Experiments 7 and 8 examined the generality of the spatial feature binding mechanism and obtained evidence that its operation is not confined to the recovery of shape-colour conjunctions and extends to a variety of feature combinations. Experiments 9 and 10 examined the representation and retention of multifeatured items over longer retention periods. The
results of Experiment 9 suggested that while spatial location continues to provide a feature binding code in STM, in the absence of a spatially distributed display, feature conjunctions may be temporally coded in memory. Experiment 10 revealed a pronounced spatial adjacency effect in STM. Further analysis indicated that both a spatial feature binding mechanism and a somewhat less efficient verbal strategy operate in parallel to retain feature conjunctions in shortterm memory (STM).
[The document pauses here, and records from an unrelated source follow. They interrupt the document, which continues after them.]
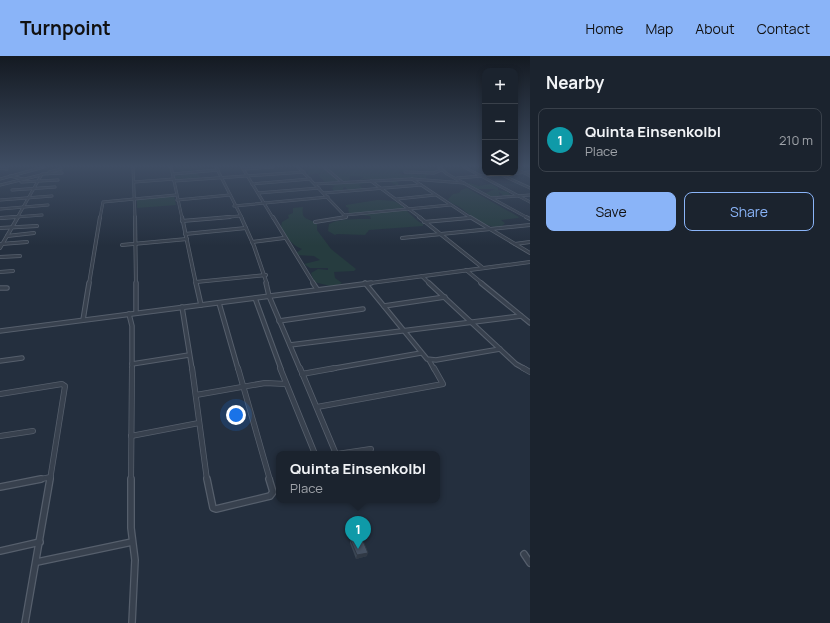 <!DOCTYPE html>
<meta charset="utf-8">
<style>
:root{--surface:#1b232e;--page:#282f3a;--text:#f1f3f6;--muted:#a0a4aa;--line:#39404a;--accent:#8ab4f8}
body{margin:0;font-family:Manrope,sans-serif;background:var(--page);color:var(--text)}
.controls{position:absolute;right:12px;top:12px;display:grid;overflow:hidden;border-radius:8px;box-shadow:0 2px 6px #0003}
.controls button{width:36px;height:36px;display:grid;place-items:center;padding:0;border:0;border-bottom:1px solid var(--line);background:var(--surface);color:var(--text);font:20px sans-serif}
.you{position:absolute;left:236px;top:359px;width:14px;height:14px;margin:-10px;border:3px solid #fff;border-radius:50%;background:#1a73e8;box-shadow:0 0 0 6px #1a73e833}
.badge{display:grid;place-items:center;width:26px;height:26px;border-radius:50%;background:var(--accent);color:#fff;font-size:13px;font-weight:700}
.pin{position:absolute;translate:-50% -33px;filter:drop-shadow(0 1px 2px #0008)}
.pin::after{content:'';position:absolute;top:21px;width:14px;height:12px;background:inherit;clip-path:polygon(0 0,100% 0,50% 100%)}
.popup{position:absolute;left:276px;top:395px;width:164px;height:52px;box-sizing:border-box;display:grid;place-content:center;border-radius:8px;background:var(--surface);filter:drop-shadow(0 1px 3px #0005);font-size:13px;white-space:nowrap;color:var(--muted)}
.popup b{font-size:15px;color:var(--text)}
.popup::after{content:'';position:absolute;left:50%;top:100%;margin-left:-8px;border:8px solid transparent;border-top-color:var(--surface)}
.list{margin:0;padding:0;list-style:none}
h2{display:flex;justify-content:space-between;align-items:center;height:52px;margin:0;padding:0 16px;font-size:17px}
h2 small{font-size:13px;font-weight:400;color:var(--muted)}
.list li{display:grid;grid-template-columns:26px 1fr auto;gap:12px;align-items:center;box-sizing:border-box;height:64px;margin:0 8px 8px;padding:0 8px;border:1px solid var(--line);border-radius:8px}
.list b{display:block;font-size:15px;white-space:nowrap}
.list p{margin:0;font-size:13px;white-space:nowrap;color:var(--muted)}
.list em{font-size:13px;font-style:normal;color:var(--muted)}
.actions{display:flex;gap:8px;padding:12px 16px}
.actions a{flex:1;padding:9px 0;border:1px solid var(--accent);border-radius:8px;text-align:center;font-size:14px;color:var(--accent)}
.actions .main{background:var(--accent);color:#111}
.icon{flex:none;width:22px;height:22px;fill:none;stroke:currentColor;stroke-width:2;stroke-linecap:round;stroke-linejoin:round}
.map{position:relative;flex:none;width:530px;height:567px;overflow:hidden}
header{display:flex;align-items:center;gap:24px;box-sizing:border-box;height:56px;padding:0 20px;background:var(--accent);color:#111}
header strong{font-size:19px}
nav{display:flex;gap:22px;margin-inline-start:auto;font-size:14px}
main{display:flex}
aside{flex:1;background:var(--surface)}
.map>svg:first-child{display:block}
.green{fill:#263c3f}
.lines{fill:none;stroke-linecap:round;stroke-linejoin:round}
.minor-far4-casing{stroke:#565f6c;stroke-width:3}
.minor-far3-casing{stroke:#565f6c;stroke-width:4}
.minor-far2-casing{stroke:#565f6c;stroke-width:5.5}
.minor-far1-casing{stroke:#565f6c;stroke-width:6}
.minor-casing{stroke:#565f6c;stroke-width:8}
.minor-far4{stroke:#38414e;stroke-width:2}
.minor-far3{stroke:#38414e;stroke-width:2.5}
.minor-far2{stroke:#38414e;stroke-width:3.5}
.minor-far1{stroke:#38414e;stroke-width:4.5}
.minor{stroke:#38414e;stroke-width:5.5}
.wall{fill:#3b4654}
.shaded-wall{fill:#303945}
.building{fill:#455162;stroke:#303945}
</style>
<header>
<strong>Turnpoint</strong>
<nav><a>Home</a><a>Map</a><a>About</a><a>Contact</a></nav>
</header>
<main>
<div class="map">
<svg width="530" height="567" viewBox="0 0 530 567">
<rect width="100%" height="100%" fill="#242f3e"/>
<g class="green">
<polygon points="180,111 201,111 206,113 196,118 199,119 200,122 187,125 175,125 174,121 190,117 181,116 179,113 174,112 182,111"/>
<polygon points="308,111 426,111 439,114 435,117 420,116 425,113 421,112 417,113 419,115 412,116 413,114 409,113 408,115 399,116 402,119 410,118 406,116 419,120 416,117 423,119 428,117 429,119 426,120 426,123 414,121 419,123 394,123 389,122 390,124 396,125 399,129 396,129 389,125 366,123 359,124 364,121 350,120 349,125 325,126 318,119 322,117 307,119 308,117 305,117 310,116 307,115 311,113"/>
<polygon points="367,127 359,129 363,133 348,134 345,131 343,132 344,135 334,135 332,132 335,130 326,128"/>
<polygon points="469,127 479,130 491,128 498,132 498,134 508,136 510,139 504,140 499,136 500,140 490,141 486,139 486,137 495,133 476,133 466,128"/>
<path d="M467,132L519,161L518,162L501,164L505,167L500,172C484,170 473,162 461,152C456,148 452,149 448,143L453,138L459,137L461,134Z"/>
<polygon points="174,140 176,149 137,152 137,143"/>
<path d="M377,144C382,144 388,144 393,145C404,148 411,162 423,168V170L369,174L365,179L337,178L335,179L328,175L329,168C340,162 360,163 371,163L370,160L355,158L356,157H349L348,153L349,152L346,151V149Z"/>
<path d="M303,151C301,165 307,161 317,168V174L331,193L356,213L354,215L334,216L335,222L342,227L334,231L314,226L311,217L318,213L328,214V212H310L304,208L320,204L314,200L296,199V197L302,193C291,189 285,180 281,170L282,166L289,162L288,159L293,157V152Z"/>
</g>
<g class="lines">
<g class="minor-far4-casing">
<g id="minor-far4">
<polyline points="133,111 135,162"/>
<polyline points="171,111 182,162"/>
<polyline points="216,111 242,162"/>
<polyline points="242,111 273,162"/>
<polyline points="298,111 346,161 341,162"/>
<polyline points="324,111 342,126"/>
<polyline points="439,111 447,118 528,162"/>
<polyline points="464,111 530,146"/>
<polyline points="0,112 7,113"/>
<polyline points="515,112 530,120"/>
<polyline points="243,113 273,111"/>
<polyline points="49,116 61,113"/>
<polyline points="405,116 434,117 441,114"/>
<polyline points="173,118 218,114"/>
<polyline points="10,120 23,123"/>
<polyline points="504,120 530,132"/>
<polyline points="457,122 530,116"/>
<polyline points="0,123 44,111"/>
<polyline points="412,123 471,162"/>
<polyline points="174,125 304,116"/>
<polyline points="371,125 421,162"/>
<polyline points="21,126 58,124"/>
<polyline points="134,126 174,123"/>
<polyline points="252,128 310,123"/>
<polyline points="315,128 412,123 464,127"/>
<polyline points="0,129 41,119"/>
<polyline points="12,134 55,131"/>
<polyline points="258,137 319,132"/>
<polyline points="324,137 421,129"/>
<polyline points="492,142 530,139"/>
<polyline points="397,143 435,139"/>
<polyline points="0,144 52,140"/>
<polyline points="177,144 230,139"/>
<polyline points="234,150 328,141"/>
<polyline points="0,153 48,149"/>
<polyline points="345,159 450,149"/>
<polyline points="2,162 42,159"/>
<polyline points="17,162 42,118 62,117"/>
<polyline points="100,162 103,146 176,139"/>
<polyline points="218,162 240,160"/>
</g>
</g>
<g class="minor-far3-casing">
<g id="minor-far3">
<polyline points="135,161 136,228"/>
<polyline points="182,161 196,228"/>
<polyline points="241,161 254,190 267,228"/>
<polyline points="273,161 314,228"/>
<polyline points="419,161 483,212"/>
<polyline points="470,161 530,197"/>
<polyline points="526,161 530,163"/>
<polyline points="0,162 16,161"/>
<polyline points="182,165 230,161"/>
<polyline points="315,166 346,161"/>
<polyline points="424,166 469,162"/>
<polyline points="0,172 37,170"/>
<polyline points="185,178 246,172"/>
<polyline points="7,180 34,177"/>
<polyline points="402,182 530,169"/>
<polyline points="252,186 284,182"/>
<polyline points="1,188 27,186"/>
<polyline points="515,188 530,186"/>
<polyline points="122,189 187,183"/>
<polyline points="0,192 18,161"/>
<polyline points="0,201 20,200"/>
<polyline points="466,214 483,228"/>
<polyline points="0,216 13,215"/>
<polyline points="422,220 430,228"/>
<polyline points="196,226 266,219"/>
<polyline points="89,228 100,161"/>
<polyline points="363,228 530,206"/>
</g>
</g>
<g class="minor-far2-casing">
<g id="minor-far2">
<polyline points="136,227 136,257"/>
<polyline points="196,227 201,249"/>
<polyline points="266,227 269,240 300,313"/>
<polyline points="313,227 317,233"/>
<polyline points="365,227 427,303 436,304 500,293"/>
<polyline points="429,227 516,308 525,313"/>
<polyline points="481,227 530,267"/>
<polyline points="0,232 7,232"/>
<polyline points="255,242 281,313"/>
<polyline points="219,247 238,313"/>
<polyline points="384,250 445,241"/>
<polyline points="182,251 192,313"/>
<polyline points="129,258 132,270 132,313"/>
<polyline points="83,264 89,227"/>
<polyline points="279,265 363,253"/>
<polyline points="0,275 371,227"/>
<polyline points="290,289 521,260"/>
<polyline points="429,304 434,313"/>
<polyline points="0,305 22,302"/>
<polyline points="132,308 189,299"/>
<polyline points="330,313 421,297"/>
</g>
</g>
<g class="minor-far1-casing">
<g id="minor-far1">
<polyline points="192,312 207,424"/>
<polyline points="238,312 270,424"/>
<polyline points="280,312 315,398"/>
<polyline points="300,312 336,398"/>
<polyline points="523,312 530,316"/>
<polyline points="302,318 335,312"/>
<polyline points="0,338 62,328 65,330 50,424"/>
<polyline points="196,339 265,327 286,328"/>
<polyline points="317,351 443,328 434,312"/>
<polyline points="0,380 33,375"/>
<polyline points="131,380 199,367"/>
<polyline points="337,398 371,393"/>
<polyline points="36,424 51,421"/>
<polyline points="131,424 132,312"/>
</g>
</g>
<g class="minor-casing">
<g id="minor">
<polyline points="131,423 131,472 135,504 132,567"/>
<polyline points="207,423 213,452 216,453 270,440 273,436 269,423"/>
<polyline points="0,431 41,423"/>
<polyline points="0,495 40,486"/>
<polyline points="524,498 530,507"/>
<polyline points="37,506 132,486"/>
<polyline points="25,567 50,423"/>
</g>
</g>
<use href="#minor-far4" class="minor-far4"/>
<use href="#minor-far3" class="minor-far3"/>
<use href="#minor-far2" class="minor-far2"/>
<use href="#minor-far1" class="minor-far1"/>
<use href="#minor" class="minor"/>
</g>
<polygon class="wall" points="350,483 367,500 356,503 350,487"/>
<polygon class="shaded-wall" points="368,497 367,500 356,503 357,499"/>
<polygon class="building" points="361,480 368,497 357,499 350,483"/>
<linearGradient id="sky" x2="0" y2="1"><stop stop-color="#141a22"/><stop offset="0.58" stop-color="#3f4d63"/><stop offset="1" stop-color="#3f4d63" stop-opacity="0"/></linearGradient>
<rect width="530" height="190" fill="url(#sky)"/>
</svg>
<div class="controls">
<button>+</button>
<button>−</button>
<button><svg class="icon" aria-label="layers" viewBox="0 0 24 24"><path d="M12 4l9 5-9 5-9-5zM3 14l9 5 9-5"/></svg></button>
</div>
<div class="you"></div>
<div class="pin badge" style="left:358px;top:493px;background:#0f9aa8">1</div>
<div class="popup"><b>Quinta Einsenkolbl</b>Place</div>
</div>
<aside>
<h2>Nearby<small></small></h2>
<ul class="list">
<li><span class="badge" style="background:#0f9aa8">1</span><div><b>Quinta Einsenkolbl</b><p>Place</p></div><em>210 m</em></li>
</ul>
<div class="actions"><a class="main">Save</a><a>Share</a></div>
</aside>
</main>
It was concluded that the findings of the present study generally provide convergent evidence that while verbal and temporal codes may support the retention of feature conjunctions, spatial localization appears to provide the principal feature binding mechanism. Implications of the present findings for current theories of feature integration were discussed and a theoretical model of the short term retention of multidimensional stimuli was developed in which both the organization of material in visual STM and the maintenance of feature conjunctions is specified.